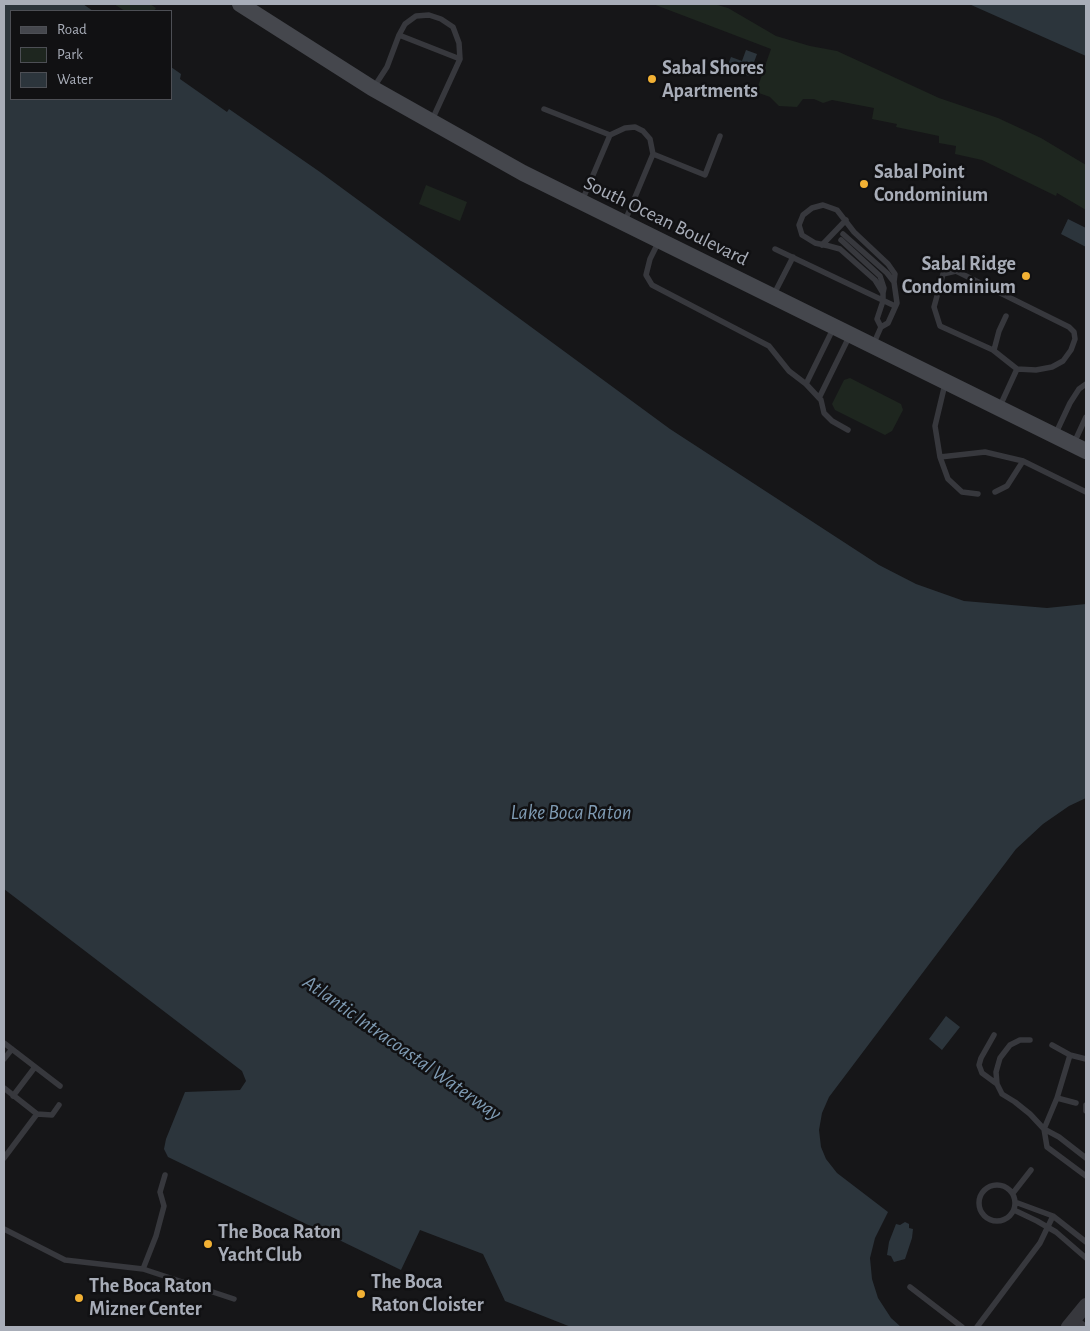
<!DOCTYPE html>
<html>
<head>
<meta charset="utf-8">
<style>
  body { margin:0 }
  #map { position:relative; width:1090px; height:1331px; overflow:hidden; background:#161618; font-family:"Alegreya Sans",sans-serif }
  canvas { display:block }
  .frame { position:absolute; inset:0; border:5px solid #a8adb8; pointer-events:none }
  .legend { position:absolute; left:10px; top:10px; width:162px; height:90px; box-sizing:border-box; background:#111113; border:1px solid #4d4f55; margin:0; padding:6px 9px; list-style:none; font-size:15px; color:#a8adb8 }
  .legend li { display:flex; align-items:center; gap:10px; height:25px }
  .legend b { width:25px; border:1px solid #4d4f55 }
</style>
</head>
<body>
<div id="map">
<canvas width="1090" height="1331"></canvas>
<div class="frame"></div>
<ul class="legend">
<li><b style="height:6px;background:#45474d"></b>Road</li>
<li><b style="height:14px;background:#1e261f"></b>Park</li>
<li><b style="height:14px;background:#2c353c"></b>Water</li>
</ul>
</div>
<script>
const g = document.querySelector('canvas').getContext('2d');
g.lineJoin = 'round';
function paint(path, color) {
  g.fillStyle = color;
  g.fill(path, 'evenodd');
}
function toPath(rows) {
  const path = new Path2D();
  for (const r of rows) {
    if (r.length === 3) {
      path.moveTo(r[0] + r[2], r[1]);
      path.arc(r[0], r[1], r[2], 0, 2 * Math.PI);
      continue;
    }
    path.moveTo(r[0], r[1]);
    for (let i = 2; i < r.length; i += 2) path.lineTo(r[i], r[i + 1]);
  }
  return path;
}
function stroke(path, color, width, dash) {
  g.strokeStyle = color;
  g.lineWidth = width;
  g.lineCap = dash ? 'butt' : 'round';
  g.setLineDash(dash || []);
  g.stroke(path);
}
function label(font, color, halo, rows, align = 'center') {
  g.font = font + ' "Alegreya Sans",sans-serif';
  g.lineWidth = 5;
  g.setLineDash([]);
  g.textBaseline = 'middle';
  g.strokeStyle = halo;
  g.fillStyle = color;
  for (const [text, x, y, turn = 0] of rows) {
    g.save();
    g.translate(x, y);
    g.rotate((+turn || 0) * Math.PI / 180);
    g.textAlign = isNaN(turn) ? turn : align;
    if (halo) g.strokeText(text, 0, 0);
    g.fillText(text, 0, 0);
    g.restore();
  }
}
paint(toPath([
  [114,4,150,4,156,8,154,11,125,11],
  [653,4,714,4,728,8,776,36,810,46,837,51,939,98,998,118,1041,138,1086,165,1086,210,1057,193,1056,196,982,160,955,154,956,146,939,143,939,136,896,127,897,124,872,119,874,108,832,100,823,103,814,99,803,99,797,107,779,106,770,97,756,92,771,49],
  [426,185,467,202,460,221,419,204],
  [850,378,901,404,903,410,892,431,885,435,835,410,832,404,844,380]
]), '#1e261f');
paint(toPath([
  [4,4,83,4,93,11,11,11,11,99,171,99,171,67,181,74,180,79,227,112,229,109,320,172,670,429,879,565,916,584,964,601,1047,608,1086,604,1086,798,1069,806,1043,824,1016,849,829,1097,822,1113,819,1130,821,1147,826,1159,837,1173,888,1212,875,1238,870,1258,872,1279,878,1298,891,1318,901,1327,571,1327,505,1301,483,1254,420,1230,401,1270,168,1157,164,1149,166,1139,185,1092,240,1090,246,1081,242,1071,4,889],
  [969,4,1086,4,1086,56],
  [746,50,757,54,749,76,727,67,731,57,742,61],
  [1068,219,1086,228,1086,247,1061,234],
  [946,1016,960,1027,942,1050,929,1039],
  [905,1222,909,1224,909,1228,913,1229,912,1238,905,1259,894,1262,891,1256,887,1255,889,1242,896,1224,900,1225]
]), '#2c353c');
stroke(toPath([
  [399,35,405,24,416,16,429,15,441,19,453,27,459,43,460,59],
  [374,87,387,67,399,35,460,59,432,120],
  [544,109,610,135],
  [653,154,705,175,720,136],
  [582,201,610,135,625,128,635,127,643,131,650,139,653,154,625,221],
  [843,234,887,273,894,282],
  [841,240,880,276,884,288,883,293],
  [659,241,650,259,646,275,652,285,769,346,789,371,806,384,821,400,824,413,832,421,848,430],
  [822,245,846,220],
  [775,249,895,306],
  [773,296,793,257],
  [873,345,881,327,888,323,897,303,894,282,895,274,888,264,854,232,837,210,823,205,812,208,803,215,799,225,802,235,815,243,829,246,840,249,875,280,883,293,883,301,877,319,881,327],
  [994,350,999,331,1006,316],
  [806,384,834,327],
  [945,384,935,426,940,457,948,479,962,492,978,494],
  [819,398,849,337],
  [1000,406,1017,369,993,350,940,326,934,307,943,274,956,271,1069,327,1074,332,1075,339,1071,350,1063,361,1052,367,1036,370,1017,369],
  [1055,435,1070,403,1079,389,1086,384],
  [1074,443,1086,417],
  [940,457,985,452,1023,461,1086,492],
  [995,492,1007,486,1023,461],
  [994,1035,981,1058,979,1065,982,1073,997,1084],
  [1030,1040,1020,1040,1010,1045,1000,1058,996,1072,997,1084,1002,1094,1015,1102,1030,1114,1044,1129,1059,1137,1086,1158],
  [4,1043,60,1086],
  [1052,1045,1070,1055],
  [4,1059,12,1049],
  [1086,1059,1070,1055,1057,1098,1044,1129,1047,1147,1086,1176],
  [4,1088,37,1114,52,1115,59,1105],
  [13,1096,35,1067],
  [1057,1098,1076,1103],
  [1086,1105,1086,1111],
  [4,1158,37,1114],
  [997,1203,18],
  [1013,1193,1031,1170],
  [1015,1202,1053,1216,1086,1242],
  [1014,1210,1037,1221,1056,1232,1086,1258],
  [4,1229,65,1260,143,1269,234,1299],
  [143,1269,156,1236,164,1206,160,1192,165,1175],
  [910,1287,962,1327],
  [977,1327,1040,1243,1053,1216]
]), '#37383d', 5.5);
stroke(toPath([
  [1073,1320,1082,1327]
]), '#37383d', 11);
stroke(toPath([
  [1068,1327,1086,1305]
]), '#37383d', 14);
stroke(toPath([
  [240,4,372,88,523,173,1086,451]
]), '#45474d', 16);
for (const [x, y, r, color] of [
  [652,79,5,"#f2b134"],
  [864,184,5,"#f2b134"],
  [1026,276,5,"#f2b134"],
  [208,1244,5,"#f2b134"],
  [361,1294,5,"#f2b134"],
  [79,1298,5,"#f2b134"]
]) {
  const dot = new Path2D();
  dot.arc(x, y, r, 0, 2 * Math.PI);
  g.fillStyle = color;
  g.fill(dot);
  stroke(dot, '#111113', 2);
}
label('bold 20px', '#a8adb8', '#111113', [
  ["Sabal Shores",662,68],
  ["Apartments",662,91],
  ["Sabal Point",874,172],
  ["Condominium",874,195],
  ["Sabal Ridge",1016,264,"right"],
  ["Condominium",1016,287,"right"],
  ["The Boca Raton",218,1232],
  ["Yacht Club",218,1255],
  ["The Boca",371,1282],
  ["Raton Cloister",371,1305],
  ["The Boca Raton",89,1286],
  ["Mizner Center",89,1309]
], 'left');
label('20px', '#a8adb8', '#111113', [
  ["South Ocean Boulevard",666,221,26]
]);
label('italic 21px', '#7f9bb3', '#111113', [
  ["Lake Boca Raton",571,813],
  ["Atlantic Intracoastal Waterway",402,1048,35]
]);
</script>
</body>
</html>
· · · · ·
> [EXERCISE INSTRUCTIONS]:
What should be set down is every line from the opening of the records through the line that contains "g.fillText(text, 0, 0);", exactly, with pictures left out.

> [RESPONSE AREA]:
<!DOCTYPE html>
<html>
<head>
<meta charset="utf-8">
<style>
  body { margin:0 }
  #map { position:relative; width:1090px; height:1331px; overflow:hidden; background:#161618; font-family:"Alegreya Sans",sans-serif }
  canvas { display:block }
  .frame { position:absolute; inset:0; border:5px solid #a8adb8; pointer-events:none }
  .legend { position:absolute; left:10px; top:10px; width:162px; height:90px; box-sizing:border-box; background:#111113; border:1px solid #4d4f55; margin:0; padding:6px 9px; list-style:none; font-size:15px; color:#a8adb8 }
  .legend li { display:flex; align-items:center; gap:10px; height:25px }
  .legend b { width:25px; border:1px solid #4d4f55 }
</style>
</head>
<body>
<div id="map">
<canvas width="1090" height="1331"></canvas>
<div class="frame"></div>
<ul class="legend">
<li><b style="height:6px;background:#45474d"></b>Road</li>
<li><b style="height:14px;background:#1e261f"></b>Park</li>
<li><b style="height:14px;background:#2c353c"></b>Water</li>
</ul>
</div>
<script>
const g = document.querySelector('canvas').getContext('2d');
g.lineJoin = 'round';
function paint(path, color) {
  g.fillStyle = color;
  g.fill(path, 'evenodd');
}
function toPath(rows) {
  const path = new Path2D();
  for (const r of rows) {
    if (r.length === 3) {
      path.moveTo(r[0] + r[2], r[1]);
      path.arc(r[0], r[1], r[2], 0, 2 * Math.PI);
      continue;
    }
    path.moveTo(r[0], r[1]);
    for (let i = 2; i < r.length; i += 2) path.lineTo(r[i], r[i + 1]);
  }
  return path;
}
function stroke(path, color, width, dash) {
  g.strokeStyle = color;
  g.lineWidth = width;
  g.lineCap = dash ? 'butt' : 'round';
  g.setLineDash(dash || []);
  g.stroke(path);
}
function label(font, color, halo, rows, align = 'center') {
  g.font = font + ' "Alegreya Sans",sans-serif';
  g.lineWidth = 5;
  g.setLineDash([]);
  g.textBaseline = 'middle';
  g.strokeStyle = halo;
  g.fillStyle = color;
  for (const [text, x, y, turn = 0] of rows) {
    g.save();
    g.translate(x, y);
    g.rotate((+turn || 0) * Math.PI / 180);
    g.textAlign = isNaN(turn) ? turn : align;
    if (halo) g.strokeText(text, 0, 0);
    g.fillText(text, 0, 0);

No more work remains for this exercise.